I put each of the buckets, full of water and towels, dead center in a room. I fastened the garden nozzles onto the hoses and hauled them through the house to make sure there was no spot I couldn’t hit. I filled the sixth bucket with water, dropped the remaining six towels into it, and toted it down to Alice. Bravo roused himself loyally and trotted down after me. When I got back to the top of the hill, I gave him a bowl of water and a full box of low-salt Triscuits, over which I poured bacon grease from some forgotten breakfast. He knocked it back as though it had been Chateaubriand.

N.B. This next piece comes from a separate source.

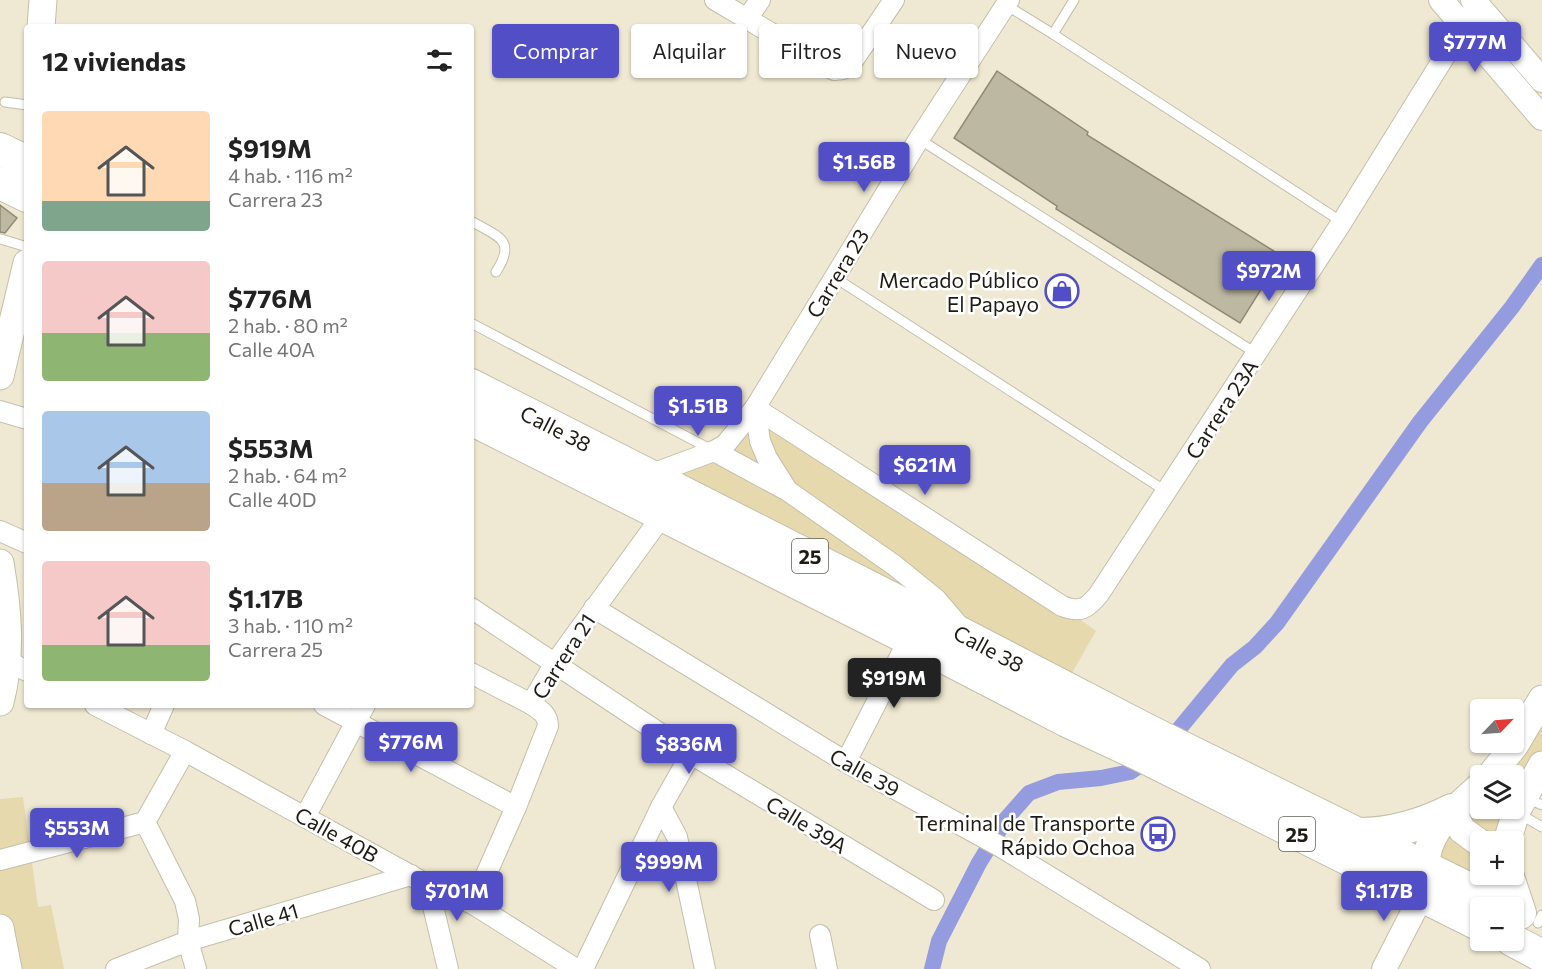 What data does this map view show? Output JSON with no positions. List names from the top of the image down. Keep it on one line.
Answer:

Having purchased his territorial loyalty for one more night, I sat at the plywood breakfast counter and used a pair of needlenose pliers to work the bells out of the wind chimes. I only pinched myself twice. The pliers doubled as wire cutters, so I took them outside as I strung the piano wire back and forth across the driveway and through the brush on the hillsides surrounding the house. Each wire or pair of wires ultimately passed through one of the many holes in the screen over my bedroom window, where I passed it under a bent nail driven into the wall and then tied it off through one of the metal rings that had held the bells in place in the wind chimes. The entire bouquet of bells dangled about twelve inches above where my nose would be when I was asleep. I was outside, tugging wires and listening to bells, when the phone rang again.

“Yeah?”

“Hello, Simeon,” Eleanor said.

“Oh, Lord,” I said, feeling as though I’d broken into a blush. “Let me get a beer.”

I grabbed a bottle of Singha from the refrigerator and plopped down on the floor. “So hi,” I said.

“How are you?”

“Everybody’s asking. I’m not well done yet, and that’s something.”

“Have you got any protection?”

“Bravo Corrigan’s here. I’ve put in an alarm system.” I could hear a television in the background. “And you?”

“Getting tired of hotels.”

“Call room service.”

“I do,” she said. “Continuously.”

“How’s good old Burt?”

“In New York.”

“He’s a New York type of guy. He should really move to New York. I bet he’d be happy as hell in New York.”

“Well,” Eleanor said. It was beginning to get dark.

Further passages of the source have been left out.